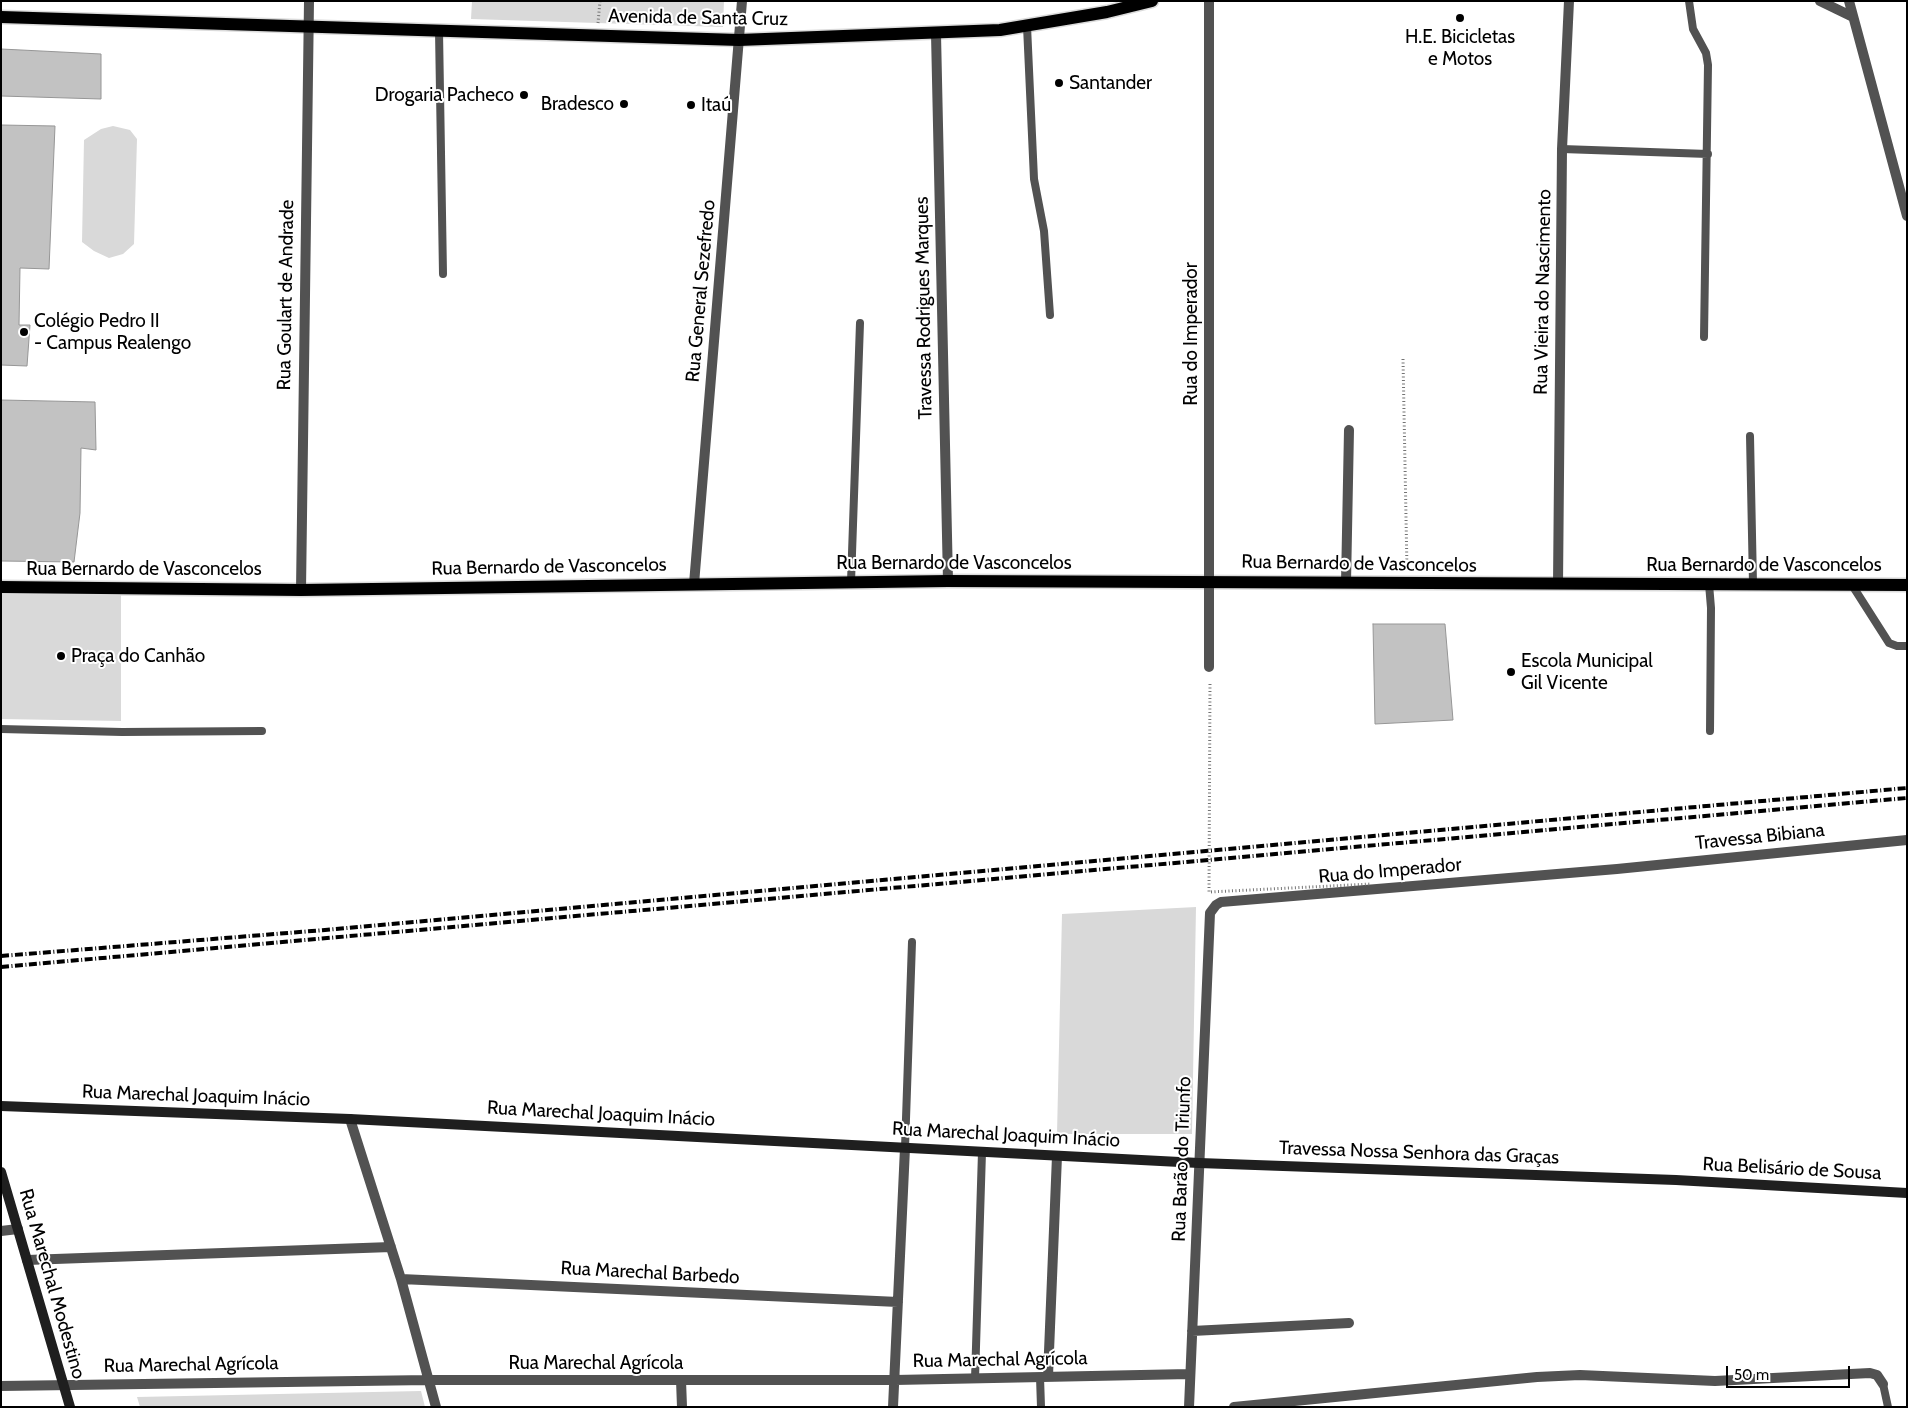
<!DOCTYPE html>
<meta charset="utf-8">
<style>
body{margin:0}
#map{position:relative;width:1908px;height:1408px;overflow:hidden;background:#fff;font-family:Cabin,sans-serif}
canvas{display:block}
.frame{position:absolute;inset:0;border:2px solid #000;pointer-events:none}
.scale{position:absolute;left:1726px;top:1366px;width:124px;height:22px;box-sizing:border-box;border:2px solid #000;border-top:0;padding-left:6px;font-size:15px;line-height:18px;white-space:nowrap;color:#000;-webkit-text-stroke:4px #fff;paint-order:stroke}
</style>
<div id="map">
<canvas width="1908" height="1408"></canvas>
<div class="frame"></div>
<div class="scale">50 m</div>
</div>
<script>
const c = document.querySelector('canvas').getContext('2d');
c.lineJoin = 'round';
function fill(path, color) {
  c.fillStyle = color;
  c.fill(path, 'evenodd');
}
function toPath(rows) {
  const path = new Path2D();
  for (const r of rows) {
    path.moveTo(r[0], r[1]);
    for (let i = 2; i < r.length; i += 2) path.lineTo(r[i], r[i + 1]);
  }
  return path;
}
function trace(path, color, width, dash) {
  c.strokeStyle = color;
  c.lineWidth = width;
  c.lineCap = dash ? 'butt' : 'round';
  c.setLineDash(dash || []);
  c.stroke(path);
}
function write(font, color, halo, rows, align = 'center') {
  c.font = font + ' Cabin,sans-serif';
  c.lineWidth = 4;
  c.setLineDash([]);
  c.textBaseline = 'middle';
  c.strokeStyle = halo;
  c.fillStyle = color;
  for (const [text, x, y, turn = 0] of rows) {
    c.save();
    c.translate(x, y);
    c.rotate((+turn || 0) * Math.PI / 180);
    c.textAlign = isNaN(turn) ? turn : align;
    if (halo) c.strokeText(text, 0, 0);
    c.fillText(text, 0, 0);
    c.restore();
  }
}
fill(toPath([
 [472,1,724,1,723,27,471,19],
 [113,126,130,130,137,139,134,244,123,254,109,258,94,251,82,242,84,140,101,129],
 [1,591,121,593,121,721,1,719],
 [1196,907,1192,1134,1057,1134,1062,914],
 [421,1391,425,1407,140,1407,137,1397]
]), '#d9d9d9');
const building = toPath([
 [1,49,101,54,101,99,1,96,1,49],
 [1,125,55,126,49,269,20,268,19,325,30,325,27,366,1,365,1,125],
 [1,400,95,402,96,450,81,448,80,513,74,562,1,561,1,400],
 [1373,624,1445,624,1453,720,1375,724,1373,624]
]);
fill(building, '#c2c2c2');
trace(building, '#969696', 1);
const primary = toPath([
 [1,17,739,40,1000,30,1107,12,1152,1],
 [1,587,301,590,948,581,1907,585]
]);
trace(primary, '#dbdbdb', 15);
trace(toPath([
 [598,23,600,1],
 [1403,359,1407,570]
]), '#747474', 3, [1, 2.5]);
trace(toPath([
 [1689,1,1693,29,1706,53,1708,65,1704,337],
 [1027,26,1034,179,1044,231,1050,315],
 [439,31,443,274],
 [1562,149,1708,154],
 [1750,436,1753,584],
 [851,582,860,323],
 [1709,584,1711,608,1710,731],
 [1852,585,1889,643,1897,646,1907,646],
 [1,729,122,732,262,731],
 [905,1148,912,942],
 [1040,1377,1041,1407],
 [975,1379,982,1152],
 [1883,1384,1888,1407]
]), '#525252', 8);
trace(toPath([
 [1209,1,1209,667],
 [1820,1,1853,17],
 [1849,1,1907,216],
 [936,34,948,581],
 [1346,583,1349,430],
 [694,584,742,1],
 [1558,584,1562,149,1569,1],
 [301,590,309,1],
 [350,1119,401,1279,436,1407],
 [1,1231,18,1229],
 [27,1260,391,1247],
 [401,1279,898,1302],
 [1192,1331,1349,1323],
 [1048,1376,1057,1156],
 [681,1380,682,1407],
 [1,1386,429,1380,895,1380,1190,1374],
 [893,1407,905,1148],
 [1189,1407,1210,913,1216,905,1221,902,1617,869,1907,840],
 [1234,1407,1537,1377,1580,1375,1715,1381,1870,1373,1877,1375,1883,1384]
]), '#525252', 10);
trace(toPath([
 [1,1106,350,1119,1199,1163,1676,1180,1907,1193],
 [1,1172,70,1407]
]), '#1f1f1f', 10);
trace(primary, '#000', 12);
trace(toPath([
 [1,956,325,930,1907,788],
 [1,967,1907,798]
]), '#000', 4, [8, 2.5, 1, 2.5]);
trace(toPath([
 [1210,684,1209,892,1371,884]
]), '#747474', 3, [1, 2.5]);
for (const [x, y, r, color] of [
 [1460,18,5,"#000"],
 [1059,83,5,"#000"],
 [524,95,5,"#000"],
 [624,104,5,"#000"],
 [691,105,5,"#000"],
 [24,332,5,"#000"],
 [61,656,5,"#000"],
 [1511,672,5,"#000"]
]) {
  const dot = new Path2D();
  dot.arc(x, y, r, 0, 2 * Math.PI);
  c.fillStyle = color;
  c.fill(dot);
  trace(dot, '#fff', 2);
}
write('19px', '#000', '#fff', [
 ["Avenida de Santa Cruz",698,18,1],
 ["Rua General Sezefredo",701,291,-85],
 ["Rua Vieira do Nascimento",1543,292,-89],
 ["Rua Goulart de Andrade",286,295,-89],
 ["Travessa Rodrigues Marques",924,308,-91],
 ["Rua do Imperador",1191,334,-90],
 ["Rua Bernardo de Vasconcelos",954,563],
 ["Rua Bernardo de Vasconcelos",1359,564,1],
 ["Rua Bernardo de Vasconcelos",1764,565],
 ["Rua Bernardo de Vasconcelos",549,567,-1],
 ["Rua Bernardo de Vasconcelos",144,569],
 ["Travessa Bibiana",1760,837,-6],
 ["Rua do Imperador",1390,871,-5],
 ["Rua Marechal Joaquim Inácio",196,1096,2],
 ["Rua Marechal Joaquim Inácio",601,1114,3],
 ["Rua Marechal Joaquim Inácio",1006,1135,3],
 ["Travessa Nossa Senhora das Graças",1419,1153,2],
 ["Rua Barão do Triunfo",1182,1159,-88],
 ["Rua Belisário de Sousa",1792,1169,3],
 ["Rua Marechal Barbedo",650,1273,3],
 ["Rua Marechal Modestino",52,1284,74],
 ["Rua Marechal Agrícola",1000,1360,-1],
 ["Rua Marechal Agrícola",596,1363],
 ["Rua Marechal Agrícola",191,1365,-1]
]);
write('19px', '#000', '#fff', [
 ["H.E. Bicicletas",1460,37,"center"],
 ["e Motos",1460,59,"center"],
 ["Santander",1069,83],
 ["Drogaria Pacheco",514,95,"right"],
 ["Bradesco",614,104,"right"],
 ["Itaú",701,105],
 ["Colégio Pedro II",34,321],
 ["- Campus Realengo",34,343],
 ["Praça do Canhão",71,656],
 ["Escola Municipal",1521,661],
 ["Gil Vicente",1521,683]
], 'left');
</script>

About this task
The job is to copy each line from the material above that holds the word "rows".

Expected answer
function toPath(rows) {
  for (const r of rows) {
function write(font, color, halo, rows, align = 'center') {
  for (const [text, x, y, turn = 0] of rows) {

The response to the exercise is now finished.